Inaccurate Post-Death Documentation and Failure to Follow Nursing Charting Policy
Penalty
Summary
The facility failed to ensure accurate and timely documentation in the medical record for a resident who died. Facility policy on nursing documentation required staff to chart as soon as possible after care, to enter the actual date and time of charting, and to clearly label any late entries with the date and time being documented. The admission assessment for the resident showed moderately impaired cognition with a BIMS score of 12 and a need for partial to moderate staff assistance with most ADLs. An EMS report documented that the resident expired in the ambulance at 3:40 a.m. on a specified date. A progress note for that same date, timed at 1:32 a.m., described the nurse being notified that the resident was on the toilet, screaming that he could not breathe, with oxygen saturation at 98% and most of the toilet contents being blood; this note was not identified as a late entry despite the timing and circumstances. Task logs for the resident showed that staff documented completion of ADL assistance after the resident’s death.

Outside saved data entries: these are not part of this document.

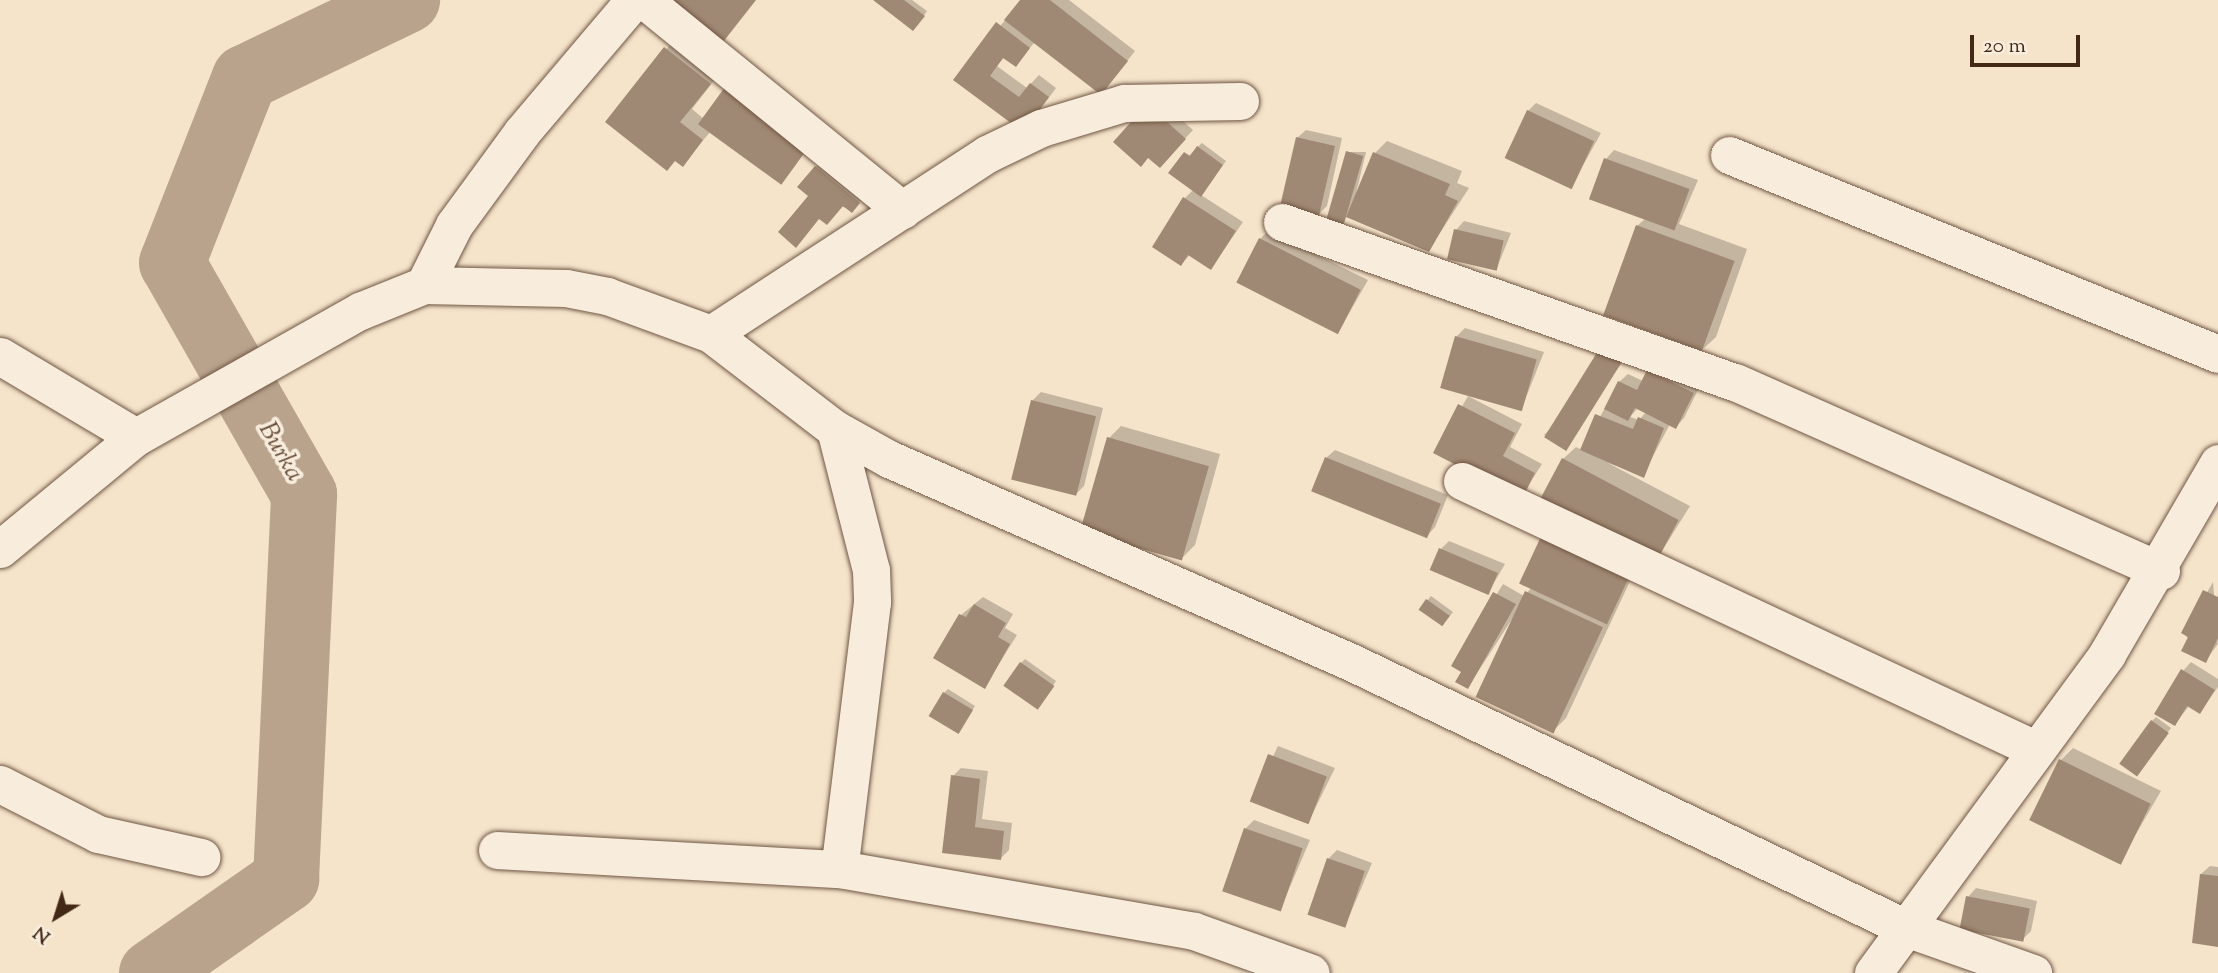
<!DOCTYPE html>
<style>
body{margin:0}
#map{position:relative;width:2218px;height:973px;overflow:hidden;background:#f5e3ca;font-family:"Sorts Mill Goudy",serif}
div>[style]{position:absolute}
.shadow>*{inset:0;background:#0003}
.river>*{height:66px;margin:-33px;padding:0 33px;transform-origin:33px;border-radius:33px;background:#b9a38d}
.building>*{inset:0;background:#a08974;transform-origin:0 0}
.roads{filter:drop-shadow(0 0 2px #705744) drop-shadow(0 0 2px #705744)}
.street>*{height:37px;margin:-18.5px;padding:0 18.5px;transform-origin:18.5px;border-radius:18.5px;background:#f8eddd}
span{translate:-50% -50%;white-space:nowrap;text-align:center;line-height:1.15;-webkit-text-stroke:7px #f8eddd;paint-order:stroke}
.water-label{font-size:26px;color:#674d3a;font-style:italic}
.north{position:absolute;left:21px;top:882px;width:70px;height:70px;-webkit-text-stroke:5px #f8eddd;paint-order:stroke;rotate:218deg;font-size:19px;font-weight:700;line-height:28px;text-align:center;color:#442817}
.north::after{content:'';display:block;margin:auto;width:24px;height:32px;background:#442817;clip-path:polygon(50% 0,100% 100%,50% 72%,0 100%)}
.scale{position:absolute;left:1970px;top:35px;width:110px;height:32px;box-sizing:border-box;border:4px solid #442817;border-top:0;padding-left:9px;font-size:21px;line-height:24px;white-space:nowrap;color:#442817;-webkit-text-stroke:5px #f8eddd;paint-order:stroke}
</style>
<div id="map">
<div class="shadow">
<i style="clip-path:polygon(876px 0,912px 0,927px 11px,917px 25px)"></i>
<i style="clip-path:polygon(1022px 0,1069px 0,1135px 51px,1109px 84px,1035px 42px,1016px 64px,1005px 56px,997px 66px,1027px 88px,1039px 75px,1056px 88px,1031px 122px,955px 80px)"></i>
<i style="clip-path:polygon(678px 35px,722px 70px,692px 109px,704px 119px,815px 139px,780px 183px,711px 131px,683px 164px,607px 122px)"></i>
<i style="clip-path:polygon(1156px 97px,1193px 130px,1168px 157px,1149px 157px)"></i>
<i style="clip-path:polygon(1536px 103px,1601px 133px,1571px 187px,1528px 111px)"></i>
<i style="clip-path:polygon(1306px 130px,1342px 138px,1327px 206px,1319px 214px,1297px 138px)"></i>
<i style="clip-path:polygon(1387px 141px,1462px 171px,1457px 183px,1469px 188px,1429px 250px,1347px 216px,1342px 224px,1347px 152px,1366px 152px,1353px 206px,1375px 153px)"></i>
<i style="clip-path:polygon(1202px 143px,1226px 161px,1201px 195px,1243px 222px,1211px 268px,1190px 255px,1181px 264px,1185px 198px,1194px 189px,1171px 173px)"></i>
<i style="clip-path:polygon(1614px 150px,1698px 180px,1679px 224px,1747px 249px,1716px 337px,1703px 349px,1637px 226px,1646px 218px,1606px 159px)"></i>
<i style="clip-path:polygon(824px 158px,867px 194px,852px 210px,810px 196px,816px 167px)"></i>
<i style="clip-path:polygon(1464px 221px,1511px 233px,1496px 270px,1456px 230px)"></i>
<i style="clip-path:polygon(1268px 231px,1368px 280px,1339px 331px,1260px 239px)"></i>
<i style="clip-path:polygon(1465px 328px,1544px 352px,1521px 410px,1456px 337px)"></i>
<i style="clip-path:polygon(1632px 348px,1563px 448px,1544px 435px)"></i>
<i style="clip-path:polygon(evenodd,1648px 371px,1701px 384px,1684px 418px,1676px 427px,1670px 424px,1643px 475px,1608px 463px,1690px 506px,1655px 562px,1563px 459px,1576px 447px,1582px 450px,1619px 382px,1628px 374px,1643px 381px,1648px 371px,1638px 408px,1646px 412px,1639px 420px,1630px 417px,1638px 408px)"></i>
<i style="clip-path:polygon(1041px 392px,1103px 408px,1084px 486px,1075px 495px,1032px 401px)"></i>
<i style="clip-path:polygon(1468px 396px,1522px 424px,1510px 447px,1542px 464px,1521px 497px,1436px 452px)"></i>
<i style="clip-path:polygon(1121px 426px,1220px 454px,1195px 545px,1182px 558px,1109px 438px)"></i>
<i style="clip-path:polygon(1335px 450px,1448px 495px,1435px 527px,1427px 536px,1326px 458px)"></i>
<i style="clip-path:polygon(1449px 541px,1505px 564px,1488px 593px,1441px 549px)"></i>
<i style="clip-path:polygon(1639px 562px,1566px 718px,1553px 731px,1516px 613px,1468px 687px,1463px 671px,1453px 666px,1503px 584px,1524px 596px,1532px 587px)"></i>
<i style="clip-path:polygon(2213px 582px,2218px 644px,2205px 661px,2184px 633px)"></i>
<i style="clip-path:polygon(1431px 596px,1453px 612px,1446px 621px,1420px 609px)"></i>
<i style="clip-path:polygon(983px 597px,1013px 614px,1005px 628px,1017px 635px,985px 686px,961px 615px)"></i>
<i style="clip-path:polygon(1025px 659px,1056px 681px,1040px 704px,1021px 663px)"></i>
<i style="clip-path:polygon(2191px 662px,2218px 679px,2218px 687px,2199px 712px,2189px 706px,2175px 724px,2183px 671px)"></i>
<i style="clip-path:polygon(948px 689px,975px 706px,961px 728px,944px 693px)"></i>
<i style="clip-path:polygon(2156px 717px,2171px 728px,2139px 770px,2152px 721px)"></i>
<i style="clip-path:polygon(1278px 746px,1335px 768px,1308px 823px,1252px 801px)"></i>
<i style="clip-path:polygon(2073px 748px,2161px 791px,2119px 863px,2061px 760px)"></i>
<i style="clip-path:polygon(961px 768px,988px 771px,982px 819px,1012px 823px,1009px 850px,1000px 859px,944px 852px,953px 776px)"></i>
<i style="clip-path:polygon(1254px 820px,1310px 840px,1280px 910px,1245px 829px)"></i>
<i style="clip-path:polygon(1337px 850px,1372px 863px,1345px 926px,1328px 859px)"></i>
<i style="clip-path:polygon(2210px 866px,2218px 867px,2218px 945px,2201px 874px)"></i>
<i style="clip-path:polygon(1976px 888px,2037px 901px,2031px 931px,2022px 940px,1968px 897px)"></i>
</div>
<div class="river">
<i style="left:152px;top:973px;width:164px;rotate:-35deg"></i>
<i style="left:286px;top:879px;width:385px;rotate:-87.3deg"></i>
<i style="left:304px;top:494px;width:266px;rotate:-119.7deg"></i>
<i style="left:172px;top:263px;width:199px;rotate:-68.5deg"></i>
<i style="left:245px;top:78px;width:180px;rotate:-25.7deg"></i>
</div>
<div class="building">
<i style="clip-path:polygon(657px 0,756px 0,716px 51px)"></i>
<i style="clip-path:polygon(873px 0,904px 0,925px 16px,913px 31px)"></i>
<i style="clip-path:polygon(1020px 0,1050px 0,1128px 61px,1101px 95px,1004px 20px)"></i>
<i style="clip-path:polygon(996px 22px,1030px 48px,1016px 67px,1003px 58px,990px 76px,1019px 97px,1030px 83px,1049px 97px,1023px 132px,953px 80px)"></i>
<i style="clip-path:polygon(664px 47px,711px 84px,680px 122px,703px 140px,683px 167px,675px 161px,667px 171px,605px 122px)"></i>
<i style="left:725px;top:87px;width:103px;height:46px;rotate:36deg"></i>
<i style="clip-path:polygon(1147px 104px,1186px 139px,1160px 168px,1148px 158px,1141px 167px,1113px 142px)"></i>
<i style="left:1527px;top:110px;width:74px;height:53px;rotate:25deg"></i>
<i style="left:1296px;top:137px;width:40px;height:73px;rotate:13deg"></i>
<i style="clip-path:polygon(1197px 146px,1223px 165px,1201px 197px,1168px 173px,1184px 152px,1190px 156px)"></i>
<i style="left:1346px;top:151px;width:18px;height:72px;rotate:16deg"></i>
<i style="clip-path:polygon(1373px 152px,1450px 184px,1445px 195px,1458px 201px,1429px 252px,1346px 217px)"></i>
<i style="left:1604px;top:158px;width:91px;height:44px;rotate:20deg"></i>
<i style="clip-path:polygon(815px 166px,860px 203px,852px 213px,843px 206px,827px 225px,819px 219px,796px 248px,778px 232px,808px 196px,797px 187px)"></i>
<i style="clip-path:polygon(1183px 197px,1236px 231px,1211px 270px,1188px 255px,1181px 266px,1152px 247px)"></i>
<i style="left:1636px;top:225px;width:105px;height:96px;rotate:20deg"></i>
<i style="left:1454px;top:229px;width:51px;height:31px;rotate:13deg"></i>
<i style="left:1259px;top:238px;width:114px;height:50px;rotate:27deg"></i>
<i style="left:1455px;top:336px;width:85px;height:54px;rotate:16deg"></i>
<i style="left:1603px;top:343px;width:26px;height:111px;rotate:32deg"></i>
<i style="clip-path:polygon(1647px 370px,1694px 393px,1676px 429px,1635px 408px,1628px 421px,1604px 409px,1618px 381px,1637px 390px)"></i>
<i style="left:1031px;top:400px;width:67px;height:82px;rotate:14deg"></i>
<i style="clip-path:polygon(1458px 404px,1515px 433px,1503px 456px,1535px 473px,1522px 499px,1433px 453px)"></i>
<i style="clip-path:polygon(1595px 414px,1633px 429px,1638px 417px,1664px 428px,1644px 478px,1580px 450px)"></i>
<i style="left:1107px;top:437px;width:106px;height:98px;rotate:16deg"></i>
<i style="left:1325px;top:457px;width:125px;height:37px;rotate:22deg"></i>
<i style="left:1562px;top:458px;width:132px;height:51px;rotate:28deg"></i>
<i style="left:1544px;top:530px;width:97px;height:59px;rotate:25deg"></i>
<i style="left:1439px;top:548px;width:64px;height:24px;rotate:23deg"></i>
<i style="clip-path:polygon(2203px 590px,2218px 597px,2218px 638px,2206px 663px,2181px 651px,2188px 637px,2181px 633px)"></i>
<i style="left:1525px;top:591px;width:86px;height:117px;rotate:25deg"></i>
<i style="clip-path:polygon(1493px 592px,1516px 604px,1468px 689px,1455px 682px,1461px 672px,1451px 666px)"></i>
<i style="left:1426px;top:599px;width:29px;height:13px;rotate:35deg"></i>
<i style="clip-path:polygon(974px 604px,1006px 623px,998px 637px,1010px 644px,985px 689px,933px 658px,959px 614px,966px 617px)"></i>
<i style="left:1020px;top:662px;width:42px;height:29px;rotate:35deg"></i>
<i style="clip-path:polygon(2181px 669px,2215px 690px,2200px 714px,2187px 706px,2175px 726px,2154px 714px)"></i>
<i style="left:943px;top:692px;width:35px;height:28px;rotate:31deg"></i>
<i style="left:2151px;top:720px;width:22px;height:54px;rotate:36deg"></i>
<i style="left:1268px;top:754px;width:63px;height:51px;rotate:21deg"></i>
<i style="left:2059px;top:759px;width:102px;height:68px;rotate:26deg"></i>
<i style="clip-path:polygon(951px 775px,980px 779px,975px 827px,1004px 831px,1001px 860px,942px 853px)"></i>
<i style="left:1244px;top:828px;width:62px;height:67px;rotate:19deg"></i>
<i style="left:1327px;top:858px;width:40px;height:60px;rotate:19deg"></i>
<i style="clip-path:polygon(2200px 874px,2218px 876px,2218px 947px,2192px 943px)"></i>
<i style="left:1966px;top:896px;width:65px;height:34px;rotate:11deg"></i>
</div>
<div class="roads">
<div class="street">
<i style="left:644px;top:0;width:333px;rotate:39.1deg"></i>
<i style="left:1729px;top:155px;width:528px;rotate:22.14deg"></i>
<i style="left:1282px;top:222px;width:480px;rotate:19.5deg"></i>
<i style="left:1735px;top:382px;width:466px;rotate:23.9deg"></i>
<i style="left:424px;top:285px;width:67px;rotate:-63.4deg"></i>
<i style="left:454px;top:225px;width:115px;rotate:-53.8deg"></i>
<i style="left:522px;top:132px;width:173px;rotate:-49.7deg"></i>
<i style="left:711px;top:334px;width:330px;rotate:-33.1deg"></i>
<i style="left:987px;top:154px;width:60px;rotate:-25.7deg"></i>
<i style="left:1041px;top:128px;width:87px;rotate:-16.8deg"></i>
<i style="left:1124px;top:103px;width:116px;rotate:-1deg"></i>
<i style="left:0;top:356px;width:158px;rotate:30.8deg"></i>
<i style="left:835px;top:429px;width:146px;rotate:75.7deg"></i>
<i style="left:871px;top:570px;width:32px;rotate:88deg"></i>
<i style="left:872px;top:602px;width:269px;rotate:97deg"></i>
<i style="left:1462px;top:481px;width:633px;rotate:25.07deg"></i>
<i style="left:0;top:549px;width:176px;rotate:-39.5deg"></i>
<i style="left:136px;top:437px;width:257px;rotate:-29.4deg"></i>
<i style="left:360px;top:311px;width:69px;rotate:-22.1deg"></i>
<i style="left:424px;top:285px;width:142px;rotate:1.2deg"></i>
<i style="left:566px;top:288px;width:42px;rotate:11deg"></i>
<i style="left:607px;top:296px;width:111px;rotate:20.1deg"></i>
<i style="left:711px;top:334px;width:156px;rotate:37.5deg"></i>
<i style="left:835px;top:429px;width:62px;rotate:29.1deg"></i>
<i style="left:889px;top:459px;width:507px;rotate:23.73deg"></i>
<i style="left:1353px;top:663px;width:613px;rotate:25.6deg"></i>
<i style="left:1906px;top:928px;width:135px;rotate:19.5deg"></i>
<i style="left:0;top:784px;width:110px;rotate:27deg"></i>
<i style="left:98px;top:834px;width:106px;rotate:12.6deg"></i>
<i style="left:497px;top:850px;width:343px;rotate:3.2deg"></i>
<i style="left:839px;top:869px;width:360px;rotate:9.9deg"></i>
<i style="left:1194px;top:931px;width:124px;rotate:19.7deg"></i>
<i style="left:1873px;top:973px;width:396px;rotate:-53.7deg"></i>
<i style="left:2107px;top:654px;width:221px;rotate:-59.8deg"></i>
</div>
</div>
<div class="water-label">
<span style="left:280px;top:452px;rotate:60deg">Burka</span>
</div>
<div class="north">N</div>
<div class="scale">20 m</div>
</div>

Specifically, the task log reflected that the resident received ADL assistance at 10:08 a.m. on the date of death, and additional ADL assistance entries at 6:54 a.m., 8:32 a.m., and 11:59 p.m. on another date, even though the resident had already expired. During interviews, a CNA stated that if a resident was not in the facility, the scheduled ADL task should be documented as the resident not being available. The RNC confirmed that if a resident had passed away, staff should not document task completion for that resident and that any remaining scheduled tasks should be documented as not applicable. These findings showed that staff documentation did not accurately reflect the resident’s status or comply with the facility’s documentation policy.